Monday, October 3, 2016

... on "Catholic" Anti-Creationism


1) ... on "Catholic" Anti-Creationism · 2) ... continued · 3) ... and continued · 4) ... on "Catholic" Anti-Creationism - end of video

Note, I stopped video at 13:00 minutes before collecting and reposting the comments made thitherto:

Mysteries of the Church: Creation and Evolution
NETTVCATHOLIC
https://www.youtube.com/watch?v=f1ztVJfytVU


6:46 Ruiz (not calling YOU reverend or father, see Cum Ex Apostolatus ...) would any Catholic Bible scholar by any chance have called the views of St Thomas Aquinas, St Robert Bellarmine, St Augustine, St Basil "fundamentalist"?

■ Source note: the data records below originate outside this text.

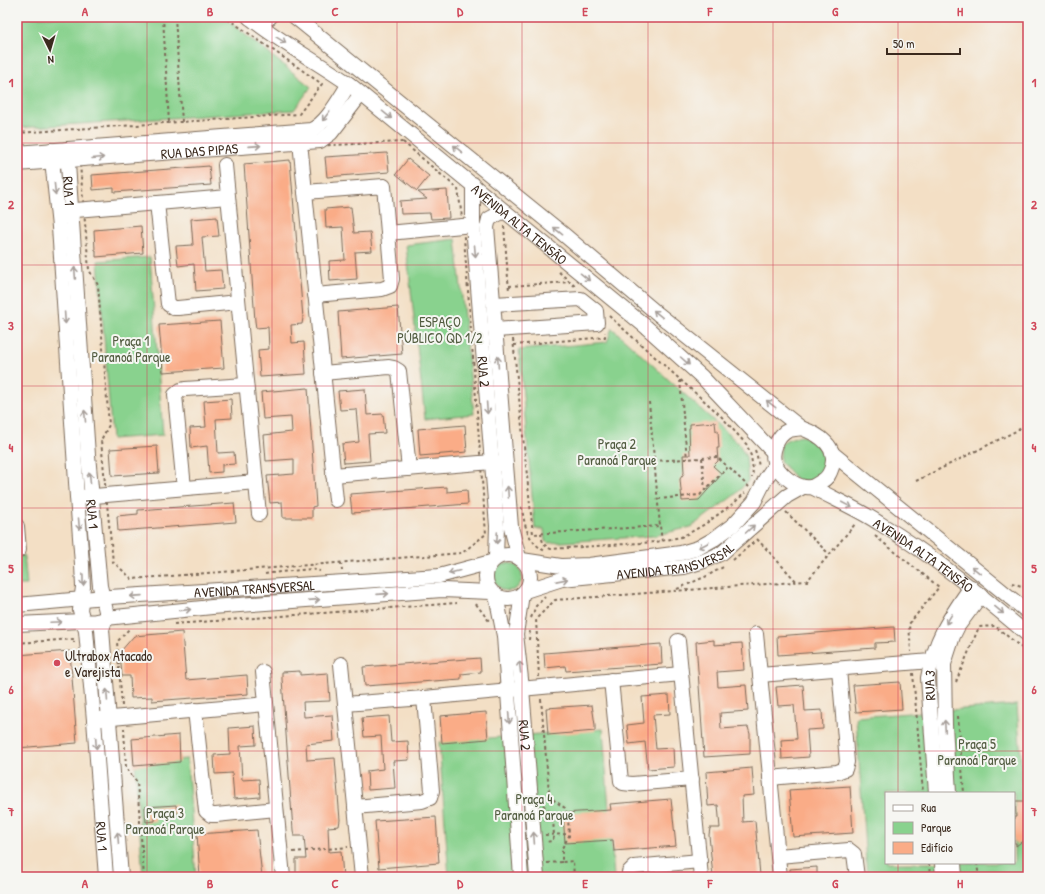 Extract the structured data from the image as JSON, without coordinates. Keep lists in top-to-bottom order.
{
  "streets": {
    "street": [
      "RUA DAS PIPAS",
      "RUA 1",
      "AVENIDA ALTA TENSÃO",
      "RUA 2",
      "AVENIDA ALTA TENSĀO",
      "AVENIDA TRANSVERSAL",
      "RUA 3"
    ]
  },
  "crossings": [
    ["RUA DAS PIPAS", "RUA 1"],
    ["RUA DAS PIPAS", "AVENIDA ALTA TENSÃO"],
    ["RUA 1", "AVENIDA TRANSVERSAL"],
    ["AVENIDA ALTA TENSÃO", "RUA 2"],
    ["AVENIDA ALTA TENSÃO", "AVENIDA ALTA TENSĀO"],
    ["AVENIDA ALTA TENSÃO", "AVENIDA TRANSVERSAL"],
    ["RUA 2", "AVENIDA TRANSVERSAL"],
    ["AVENIDA ALTA TENSĀO", "AVENIDA TRANSVERSAL"],
    ["AVENIDA ALTA TENSĀO", "RUA 3"]
  ],
  "parks": [
    "ESPAÇO PÚBLICO QD 1/2",
    "Praça 1 Paranoá Parque",
    "Praça 2 Paranoá Parque",
    "Praça 5 Paranoá Parque",
    "Praça 4 Paranoá Parque",
    "Praça 3 Paranoá Parque"
  ],
  "places": ["Ultrabox Atacado e Varejista"],
  "legend": ["Rua", "Parque", "Edifício"],
  "scale_bar": "50 m",
  "north": "bottom",
  "grid": {
    "columns": [
      "A",
      "B",
      "C",
      "D",
      "E",
      "F",
      "G",
      "H"
    ],
    "rows": [
      "1",
      "2",
      "3",
      "4",
      "5",
      "6",
      "7"
    ]
  }
}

7:21 Cush (see previous comment), what exact Creationist have you come across saying "Dinosaur fossils were just put in there to test our faith"? To me that sounds like a homo foeni

7:33 Strynkowski (see previous comments), "they want a security" doesn't kind of echo Protestant criticism of Catholicism as seeking a false security in Infallibility and Apostolic Succession? Aren't you playing the kind of psychologist whom Catholic apologists previous to V-II used to rebut? Like "such a security is nevertheless needed, unless you want complete doctrinal anarchy" or like "whether we have a motive is not reflecting against our being right" or some things?

7:49 The Church would never forbid a Catholic to hold that position. Thank you Father (?) Wiseman! I have however been treated as if my holding this position were forbidden. Both by diocese of Paris and by SSPX in Paris, at St Nicolas du Chardonnet.

8:00 One is able to explore such questions as the age of the universe using human reason. Oh sure, to a point. To a point. One of the criteria reason having to chose between these days being "what is the more credible evidence about the matter, between Martyrology of Christmas day* based by St Jerome on Biblical genealogies on the one hand and on the other hand dating methods where even half life cannot be checked, and where parallax measures of distance depend on accepting counterintuitive Heliocentrism, and on top of that seeing the Bible as it has never been seen before and changing the Christmas proclamation in 1994 to 'unknown ages' for the Anno Mundi date of Christ's birth?" My reason has made its choice and I have not been considered as a Catholic while defending it by reasons.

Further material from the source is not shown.